2. The process according to claim 1, wherein the content of the
Fischer-Tropsch wax in the feed to step (a) is greater than 70 wt
%.
3. The process according to claim 1, wherein the diluent is
Fischer-Tropsch derived product.
4. The process according to claim 1, wherein the T10wt % recovery
point of the diluent is between 250 and 370.degree. C.
5. The process according to claim 1, wherein the isomerisation
catalyst used in step (b) comprises nickel, platinum or
palladium.
6. The process according to claim 5, wherein in step (a) a catalyst
is used comprising a silica-alumina carrier and in step (b) a
dewaxing catalyst is used comprising platinum or palladium and
ZSM-48 and wherein steps (a) and (b) are performed in series
flow.
7. The process according to claim 1, wherein the base oil obtained
by the process has a kinematic viscosity at 100.degree.
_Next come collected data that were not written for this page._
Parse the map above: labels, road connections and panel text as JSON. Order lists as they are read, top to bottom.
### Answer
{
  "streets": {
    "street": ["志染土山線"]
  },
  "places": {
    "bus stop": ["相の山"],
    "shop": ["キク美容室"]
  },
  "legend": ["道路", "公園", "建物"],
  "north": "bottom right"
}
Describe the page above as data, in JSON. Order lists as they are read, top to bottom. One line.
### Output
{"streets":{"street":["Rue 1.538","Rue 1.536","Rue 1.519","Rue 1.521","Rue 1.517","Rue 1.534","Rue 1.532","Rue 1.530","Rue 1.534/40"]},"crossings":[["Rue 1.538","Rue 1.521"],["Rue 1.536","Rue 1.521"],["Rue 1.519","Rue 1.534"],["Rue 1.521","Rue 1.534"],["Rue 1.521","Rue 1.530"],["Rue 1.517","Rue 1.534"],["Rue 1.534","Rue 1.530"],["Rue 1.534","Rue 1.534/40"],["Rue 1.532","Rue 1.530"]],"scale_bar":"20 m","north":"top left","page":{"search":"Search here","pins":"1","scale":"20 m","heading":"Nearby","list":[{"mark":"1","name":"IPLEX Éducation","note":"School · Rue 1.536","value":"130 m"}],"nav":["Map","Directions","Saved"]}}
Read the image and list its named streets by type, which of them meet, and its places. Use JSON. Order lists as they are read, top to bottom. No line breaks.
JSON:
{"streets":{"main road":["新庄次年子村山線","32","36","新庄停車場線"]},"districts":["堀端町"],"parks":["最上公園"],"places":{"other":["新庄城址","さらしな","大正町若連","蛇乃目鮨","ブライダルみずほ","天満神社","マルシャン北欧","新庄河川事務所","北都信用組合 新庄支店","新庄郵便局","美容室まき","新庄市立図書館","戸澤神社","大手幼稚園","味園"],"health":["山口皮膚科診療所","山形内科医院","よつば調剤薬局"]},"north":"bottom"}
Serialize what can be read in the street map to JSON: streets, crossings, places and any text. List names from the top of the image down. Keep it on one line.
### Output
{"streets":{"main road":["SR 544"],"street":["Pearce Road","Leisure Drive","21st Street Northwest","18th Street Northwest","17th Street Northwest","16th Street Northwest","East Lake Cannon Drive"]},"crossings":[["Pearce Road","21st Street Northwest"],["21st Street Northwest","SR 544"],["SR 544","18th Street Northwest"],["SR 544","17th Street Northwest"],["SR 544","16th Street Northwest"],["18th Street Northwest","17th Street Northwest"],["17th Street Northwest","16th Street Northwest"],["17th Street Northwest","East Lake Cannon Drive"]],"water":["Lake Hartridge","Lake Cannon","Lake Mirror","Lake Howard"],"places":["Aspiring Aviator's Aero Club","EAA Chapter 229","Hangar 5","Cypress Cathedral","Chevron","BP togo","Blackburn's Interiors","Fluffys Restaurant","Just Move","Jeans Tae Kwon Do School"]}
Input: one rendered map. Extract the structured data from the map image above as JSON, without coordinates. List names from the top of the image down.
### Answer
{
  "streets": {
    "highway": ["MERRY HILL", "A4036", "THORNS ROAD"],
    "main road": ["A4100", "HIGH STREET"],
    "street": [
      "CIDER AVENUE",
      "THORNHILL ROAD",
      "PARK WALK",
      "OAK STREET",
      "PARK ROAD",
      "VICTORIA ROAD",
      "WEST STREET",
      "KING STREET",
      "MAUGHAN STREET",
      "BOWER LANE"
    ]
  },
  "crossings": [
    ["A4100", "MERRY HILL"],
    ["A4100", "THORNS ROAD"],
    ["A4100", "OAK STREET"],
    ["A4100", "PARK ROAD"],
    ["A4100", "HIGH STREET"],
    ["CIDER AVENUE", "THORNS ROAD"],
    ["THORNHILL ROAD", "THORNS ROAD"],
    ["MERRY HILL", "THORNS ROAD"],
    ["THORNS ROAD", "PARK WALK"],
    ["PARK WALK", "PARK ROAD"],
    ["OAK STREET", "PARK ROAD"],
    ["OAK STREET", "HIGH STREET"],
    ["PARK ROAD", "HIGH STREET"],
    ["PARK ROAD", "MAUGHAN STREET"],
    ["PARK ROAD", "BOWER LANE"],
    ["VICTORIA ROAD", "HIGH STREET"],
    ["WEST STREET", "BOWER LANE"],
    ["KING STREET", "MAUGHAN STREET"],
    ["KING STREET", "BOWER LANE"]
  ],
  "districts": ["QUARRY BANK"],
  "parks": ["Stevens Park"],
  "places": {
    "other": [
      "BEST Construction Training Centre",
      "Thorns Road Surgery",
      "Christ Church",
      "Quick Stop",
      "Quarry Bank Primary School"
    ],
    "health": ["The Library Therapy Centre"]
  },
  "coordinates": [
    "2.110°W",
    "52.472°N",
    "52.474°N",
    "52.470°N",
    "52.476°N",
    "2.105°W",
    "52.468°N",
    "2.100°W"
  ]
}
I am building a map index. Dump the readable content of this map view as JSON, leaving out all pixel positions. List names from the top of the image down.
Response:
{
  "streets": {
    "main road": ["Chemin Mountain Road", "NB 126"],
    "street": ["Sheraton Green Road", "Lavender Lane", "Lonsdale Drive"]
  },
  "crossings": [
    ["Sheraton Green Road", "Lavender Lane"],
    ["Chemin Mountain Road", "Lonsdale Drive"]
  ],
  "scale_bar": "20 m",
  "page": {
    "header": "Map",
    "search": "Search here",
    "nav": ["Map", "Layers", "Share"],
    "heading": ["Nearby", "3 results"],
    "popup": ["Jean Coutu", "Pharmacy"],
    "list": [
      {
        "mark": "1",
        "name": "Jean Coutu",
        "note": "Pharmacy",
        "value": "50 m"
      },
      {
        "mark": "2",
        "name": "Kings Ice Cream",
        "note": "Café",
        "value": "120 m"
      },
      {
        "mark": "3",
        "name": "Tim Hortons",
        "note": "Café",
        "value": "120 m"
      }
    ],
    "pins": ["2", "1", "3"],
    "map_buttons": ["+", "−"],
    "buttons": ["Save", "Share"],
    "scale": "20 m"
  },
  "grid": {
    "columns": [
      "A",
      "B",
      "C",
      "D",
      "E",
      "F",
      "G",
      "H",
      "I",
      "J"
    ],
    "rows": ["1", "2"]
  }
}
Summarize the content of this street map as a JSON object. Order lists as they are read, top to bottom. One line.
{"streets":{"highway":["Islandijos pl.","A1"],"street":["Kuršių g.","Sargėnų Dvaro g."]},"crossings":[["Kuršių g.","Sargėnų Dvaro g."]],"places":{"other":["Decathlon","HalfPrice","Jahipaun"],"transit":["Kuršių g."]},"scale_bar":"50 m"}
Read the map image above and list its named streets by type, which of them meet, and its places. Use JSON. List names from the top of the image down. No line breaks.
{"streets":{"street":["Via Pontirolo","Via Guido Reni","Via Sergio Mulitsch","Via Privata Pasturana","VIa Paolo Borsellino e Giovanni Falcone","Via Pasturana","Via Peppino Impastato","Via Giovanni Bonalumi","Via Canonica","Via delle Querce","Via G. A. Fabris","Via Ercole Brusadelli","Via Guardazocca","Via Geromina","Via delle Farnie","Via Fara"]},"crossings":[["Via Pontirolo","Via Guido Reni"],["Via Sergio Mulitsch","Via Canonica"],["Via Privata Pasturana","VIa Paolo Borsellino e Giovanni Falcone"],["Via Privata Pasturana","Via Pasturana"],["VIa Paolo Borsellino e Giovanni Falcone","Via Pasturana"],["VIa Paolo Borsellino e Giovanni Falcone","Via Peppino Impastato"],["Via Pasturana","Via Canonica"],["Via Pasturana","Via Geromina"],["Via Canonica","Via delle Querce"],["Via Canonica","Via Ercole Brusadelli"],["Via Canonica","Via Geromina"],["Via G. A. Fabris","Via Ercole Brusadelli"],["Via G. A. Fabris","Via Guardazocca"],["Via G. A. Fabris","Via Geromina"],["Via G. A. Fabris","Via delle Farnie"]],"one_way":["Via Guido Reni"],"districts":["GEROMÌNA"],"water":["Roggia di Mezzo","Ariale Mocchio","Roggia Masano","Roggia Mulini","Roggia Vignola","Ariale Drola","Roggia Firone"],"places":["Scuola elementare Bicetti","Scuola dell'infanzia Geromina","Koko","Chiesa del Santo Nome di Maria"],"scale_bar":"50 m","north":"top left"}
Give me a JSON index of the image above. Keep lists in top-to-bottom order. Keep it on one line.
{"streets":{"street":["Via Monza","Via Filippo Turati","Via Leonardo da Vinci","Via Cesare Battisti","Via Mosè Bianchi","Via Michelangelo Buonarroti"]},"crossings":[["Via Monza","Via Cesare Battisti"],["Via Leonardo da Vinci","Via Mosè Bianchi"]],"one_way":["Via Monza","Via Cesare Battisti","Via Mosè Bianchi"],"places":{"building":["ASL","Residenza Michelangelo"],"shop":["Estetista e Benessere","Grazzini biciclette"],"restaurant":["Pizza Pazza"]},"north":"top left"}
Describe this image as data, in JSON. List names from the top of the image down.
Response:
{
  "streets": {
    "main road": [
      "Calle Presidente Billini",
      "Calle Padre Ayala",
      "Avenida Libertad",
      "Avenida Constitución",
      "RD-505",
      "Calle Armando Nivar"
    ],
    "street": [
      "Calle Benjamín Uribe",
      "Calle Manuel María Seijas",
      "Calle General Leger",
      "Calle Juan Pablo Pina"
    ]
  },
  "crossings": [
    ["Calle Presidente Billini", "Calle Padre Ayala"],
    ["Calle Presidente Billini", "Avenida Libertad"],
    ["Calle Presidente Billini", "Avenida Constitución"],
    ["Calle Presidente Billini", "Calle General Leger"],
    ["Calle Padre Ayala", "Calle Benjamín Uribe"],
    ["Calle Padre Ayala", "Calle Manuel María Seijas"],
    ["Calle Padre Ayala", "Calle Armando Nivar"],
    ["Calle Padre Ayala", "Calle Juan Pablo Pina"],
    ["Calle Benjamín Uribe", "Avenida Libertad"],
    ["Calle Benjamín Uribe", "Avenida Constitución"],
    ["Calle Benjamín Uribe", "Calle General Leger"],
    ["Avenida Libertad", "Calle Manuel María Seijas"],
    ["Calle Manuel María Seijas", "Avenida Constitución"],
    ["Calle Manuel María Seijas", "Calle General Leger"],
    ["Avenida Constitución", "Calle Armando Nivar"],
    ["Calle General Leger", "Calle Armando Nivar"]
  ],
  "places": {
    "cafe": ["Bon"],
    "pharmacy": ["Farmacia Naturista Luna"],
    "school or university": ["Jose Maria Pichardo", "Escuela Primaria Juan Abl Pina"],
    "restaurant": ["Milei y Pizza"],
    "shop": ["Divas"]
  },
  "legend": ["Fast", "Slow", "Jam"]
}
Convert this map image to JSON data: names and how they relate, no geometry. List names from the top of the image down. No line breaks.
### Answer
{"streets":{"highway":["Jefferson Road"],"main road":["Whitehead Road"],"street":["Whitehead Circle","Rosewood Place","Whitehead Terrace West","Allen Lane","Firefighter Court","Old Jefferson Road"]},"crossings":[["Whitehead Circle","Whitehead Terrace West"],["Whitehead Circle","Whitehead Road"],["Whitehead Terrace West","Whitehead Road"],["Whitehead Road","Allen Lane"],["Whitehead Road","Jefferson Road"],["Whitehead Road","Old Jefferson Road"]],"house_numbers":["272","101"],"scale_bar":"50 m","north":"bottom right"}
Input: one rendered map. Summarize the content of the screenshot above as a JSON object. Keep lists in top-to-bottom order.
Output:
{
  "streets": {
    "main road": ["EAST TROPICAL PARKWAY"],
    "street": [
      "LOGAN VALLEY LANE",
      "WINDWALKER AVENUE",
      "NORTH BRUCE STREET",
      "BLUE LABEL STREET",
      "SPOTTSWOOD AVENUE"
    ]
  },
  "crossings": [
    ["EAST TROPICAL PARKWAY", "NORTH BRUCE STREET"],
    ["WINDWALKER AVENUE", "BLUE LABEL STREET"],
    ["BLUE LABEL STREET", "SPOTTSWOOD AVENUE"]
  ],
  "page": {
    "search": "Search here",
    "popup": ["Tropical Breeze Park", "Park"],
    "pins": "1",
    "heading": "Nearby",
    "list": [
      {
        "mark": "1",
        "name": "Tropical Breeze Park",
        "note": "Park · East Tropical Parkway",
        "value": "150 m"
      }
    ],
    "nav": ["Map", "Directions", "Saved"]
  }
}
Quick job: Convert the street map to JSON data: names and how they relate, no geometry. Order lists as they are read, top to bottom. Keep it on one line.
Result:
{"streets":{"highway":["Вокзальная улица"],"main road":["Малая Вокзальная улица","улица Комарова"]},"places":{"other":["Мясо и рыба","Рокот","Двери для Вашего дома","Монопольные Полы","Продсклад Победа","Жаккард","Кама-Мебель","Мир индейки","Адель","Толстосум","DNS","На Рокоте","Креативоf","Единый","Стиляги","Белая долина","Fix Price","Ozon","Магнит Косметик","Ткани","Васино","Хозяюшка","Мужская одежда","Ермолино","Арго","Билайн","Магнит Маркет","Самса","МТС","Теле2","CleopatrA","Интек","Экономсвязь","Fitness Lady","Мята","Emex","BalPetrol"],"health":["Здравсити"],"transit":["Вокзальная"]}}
C. of
greater than 8 cSt, a viscosity index of greater than 140 and a
Noack volatility of below 7 wt %.
8. The process according to claim 1, wherein the feed to step (a)
is prepared by performing a Fischer-Tropsch synthesis to prepare a
Fischer-Tropsch synthesis product, isolating, by means of
distillation, from said Fischer-Tropsch synthesis product a
Fischer-Tropsch wax, an intermediate wax product boiling for more
than 80 wt % between 300 and 500.degree. C. and a diluent,
combining the Fischer-Tropsch wax and the diluent to form a feed to
step (a) and keeping separate from the feed to step (a) the
intermediate wax product.
Description
FIELD OF THE INVENTION
[0001] The invention is related to a process to prepare a base oil
having a kinematic viscosity at 100.degree. C. of greater than 7
cSt from a Fischer-Tropsch derived wax by performing first a
hydro-isomerisation followed by a dewaxing step.
BACKGROUND ART
[0002] Such a process is described in EP-A-776959. This publication
discloses that a base oil having a kinematic viscosity at
100.degree. C. of about 5 cSt can be obtained by subjecting a
Fischer-Tropsch derived wax having a congealing point of about
70.degree. C. and a T10 wt % recovery point of about 430.degree. C.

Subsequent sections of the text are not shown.